→ What is required: Every line of the data below should be repeated exactly, and no picture should be copied.

→ Task material:
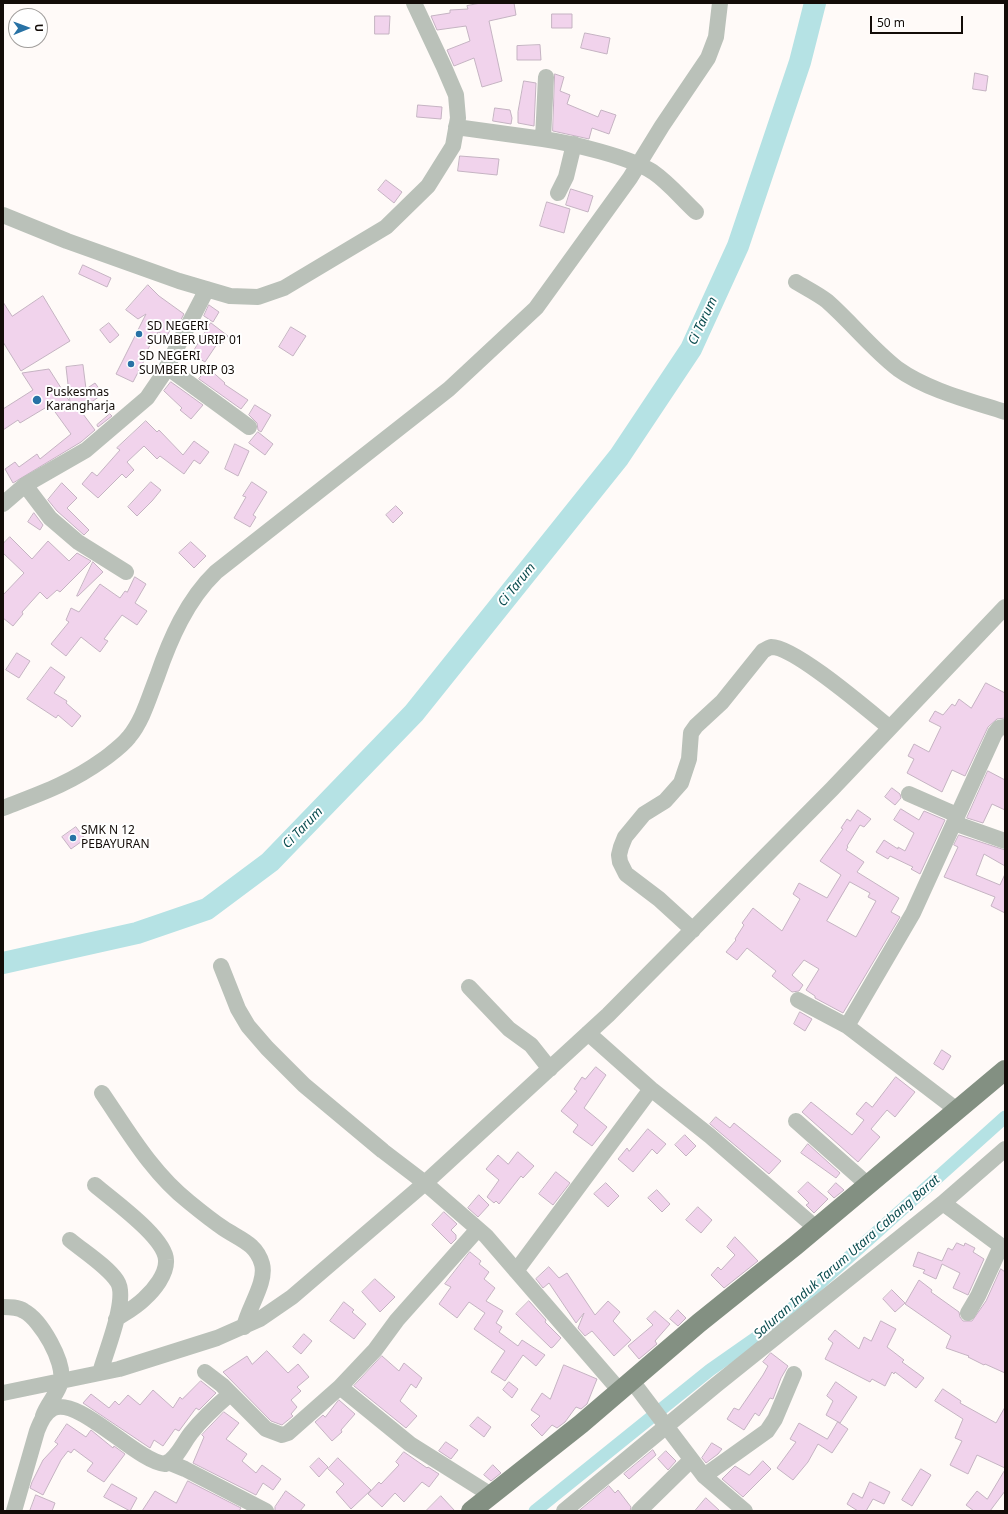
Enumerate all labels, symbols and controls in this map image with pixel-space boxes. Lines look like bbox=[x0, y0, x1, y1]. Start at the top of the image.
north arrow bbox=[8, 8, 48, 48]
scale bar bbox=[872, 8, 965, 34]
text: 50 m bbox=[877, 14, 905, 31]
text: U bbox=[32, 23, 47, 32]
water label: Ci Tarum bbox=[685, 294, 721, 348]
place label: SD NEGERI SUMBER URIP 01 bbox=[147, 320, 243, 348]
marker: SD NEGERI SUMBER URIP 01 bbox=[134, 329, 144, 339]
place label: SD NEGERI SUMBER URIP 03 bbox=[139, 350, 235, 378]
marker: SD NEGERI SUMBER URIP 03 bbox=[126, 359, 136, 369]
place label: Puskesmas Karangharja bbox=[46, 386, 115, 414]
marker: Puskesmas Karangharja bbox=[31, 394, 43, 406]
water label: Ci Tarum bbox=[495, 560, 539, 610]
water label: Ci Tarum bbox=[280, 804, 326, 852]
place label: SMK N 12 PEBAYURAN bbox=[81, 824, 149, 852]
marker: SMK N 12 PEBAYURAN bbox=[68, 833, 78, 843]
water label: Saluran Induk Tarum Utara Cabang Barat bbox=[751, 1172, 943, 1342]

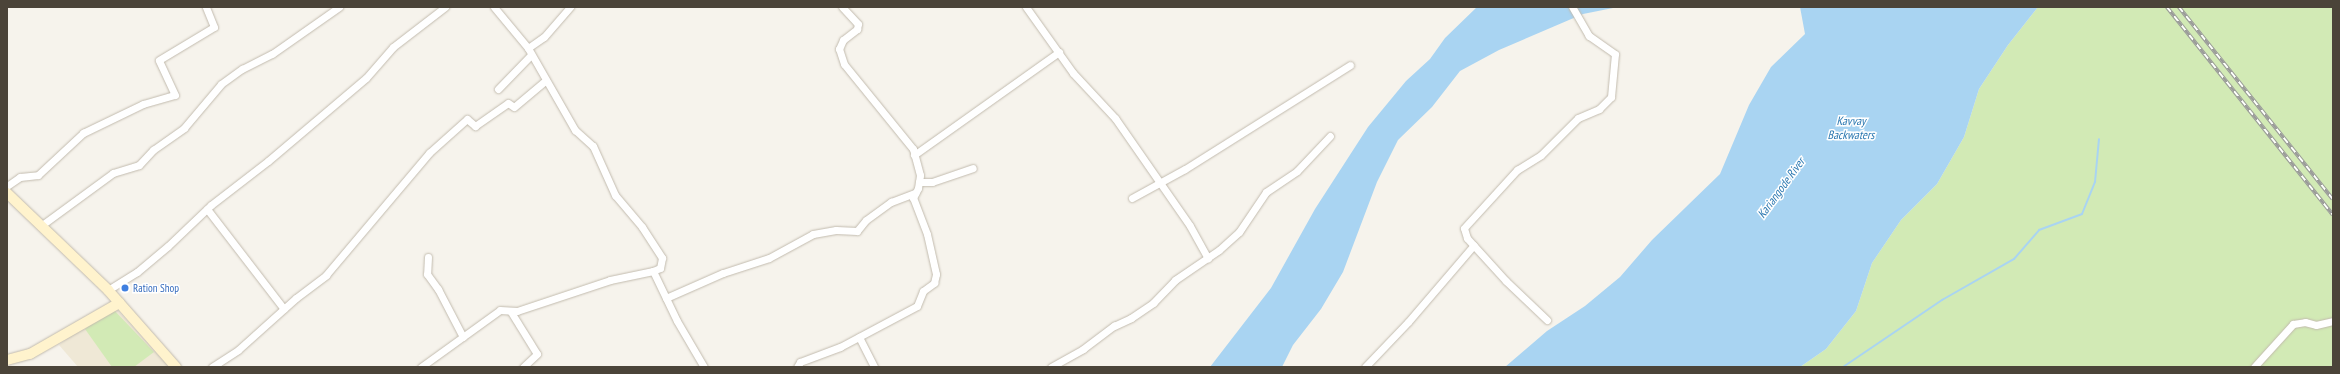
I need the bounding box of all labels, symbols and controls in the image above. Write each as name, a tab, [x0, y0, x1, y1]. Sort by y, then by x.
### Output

→ Written answer:
Enumerate all labels, symbols and controls in this map image with pixel-space boxes. Lines look like bbox=[x0, y0, x1, y1]. Start at the top of the image.
north arrow bbox=[8, 8, 48, 48]
scale bar bbox=[872, 8, 965, 34]
text: 50 m bbox=[877, 14, 905, 31]
text: U bbox=[32, 23, 47, 32]
water label: Ci Tarum bbox=[685, 294, 721, 348]
place label: SD NEGERI SUMBER URIP 01 bbox=[147, 320, 243, 348]
marker: SD NEGERI SUMBER URIP 01 bbox=[134, 329, 144, 339]
place label: SD NEGERI SUMBER URIP 03 bbox=[139, 350, 235, 378]
marker: SD NEGERI SUMBER URIP 03 bbox=[126, 359, 136, 369]
place label: Puskesmas Karangharja bbox=[46, 386, 115, 414]
marker: Puskesmas Karangharja bbox=[31, 394, 43, 406]
water label: Ci Tarum bbox=[495, 560, 539, 610]
water label: Ci Tarum bbox=[280, 804, 326, 852]
place label: SMK N 12 PEBAYURAN bbox=[81, 824, 149, 852]
marker: SMK N 12 PEBAYURAN bbox=[68, 833, 78, 843]
water label: Saluran Induk Tarum Utara Cabang Barat bbox=[751, 1172, 943, 1342]

I need the bounding box of all labels, symbols and controls in the image above. Write each as name, a tab, [x0, y0, x1, y1]. Sort by y, then by x.
### Output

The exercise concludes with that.